Es un tema que me toca en lo personal, aún no se ha cumplido un año desde que mi pequeña Ana Paula abandono este plano, por supuesto no puedo eludir la pregunta. Un amigo terapeuta me dijo hace poco, que estando tan reciente mi duelo, no estoy listo para escribir sobre él, pero pocas veces he esperado a estar listo para algo antes de atreverme a hacerlo.

Antes que nada, quiero decir que no soy un experto en la materia, no soy sicólogo, psiquiatra, ni terapeuta. Todo lo que escribo en esta columna y en el blog lo hago desde mi experiencia, hablo sobre lo que me ha tocado vivir y comparto cosas que he ido encontrando en el camino, cosas que me han parecido interesantes en la esperanza de que a alguien mas le sean de utilidad como lo fueron para mí.

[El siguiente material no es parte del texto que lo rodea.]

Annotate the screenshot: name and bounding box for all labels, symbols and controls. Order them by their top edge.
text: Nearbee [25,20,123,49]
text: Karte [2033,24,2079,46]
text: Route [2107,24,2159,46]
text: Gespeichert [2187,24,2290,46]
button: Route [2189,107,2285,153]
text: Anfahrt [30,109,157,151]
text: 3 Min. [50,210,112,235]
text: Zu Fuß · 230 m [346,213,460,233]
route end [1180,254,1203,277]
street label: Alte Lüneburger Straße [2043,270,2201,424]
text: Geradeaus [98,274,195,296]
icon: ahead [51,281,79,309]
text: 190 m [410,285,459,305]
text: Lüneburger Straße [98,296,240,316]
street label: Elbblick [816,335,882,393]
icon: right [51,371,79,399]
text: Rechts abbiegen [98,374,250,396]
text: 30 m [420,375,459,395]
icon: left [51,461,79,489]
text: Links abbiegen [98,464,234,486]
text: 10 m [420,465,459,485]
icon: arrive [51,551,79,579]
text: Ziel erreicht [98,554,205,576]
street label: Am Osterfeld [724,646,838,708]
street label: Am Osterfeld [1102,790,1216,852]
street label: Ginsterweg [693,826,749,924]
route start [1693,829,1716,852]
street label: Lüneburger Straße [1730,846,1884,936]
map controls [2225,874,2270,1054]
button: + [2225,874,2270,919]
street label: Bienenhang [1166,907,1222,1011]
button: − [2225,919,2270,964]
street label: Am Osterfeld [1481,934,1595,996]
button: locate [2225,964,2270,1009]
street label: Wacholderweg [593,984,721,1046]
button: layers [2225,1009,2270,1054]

Lo primero es aceptar que duele, duele muchísimo, y debe ser así. No hay atajos, hay que vivirlo. Lo bueno es que pasa. Todo pasa.

La respuesta que le dio Jodorowsky a la persona en la conferencia es lo más acertado que he escuchado al respecto:  Poco a poco el dolor decrece y el amor aumenta . Es así, lo vivo en carne propia.

No debemos negarnos a aceptar ayuda, es bueno tener a alguien con quien conversar y no tragarse los sentimientos, pero quien nos escuche debe entender que estamos en un proceso doloroso y este proceso lleva su tiempo, que no es el mismo para todo el mundo, y no se puede acelerar.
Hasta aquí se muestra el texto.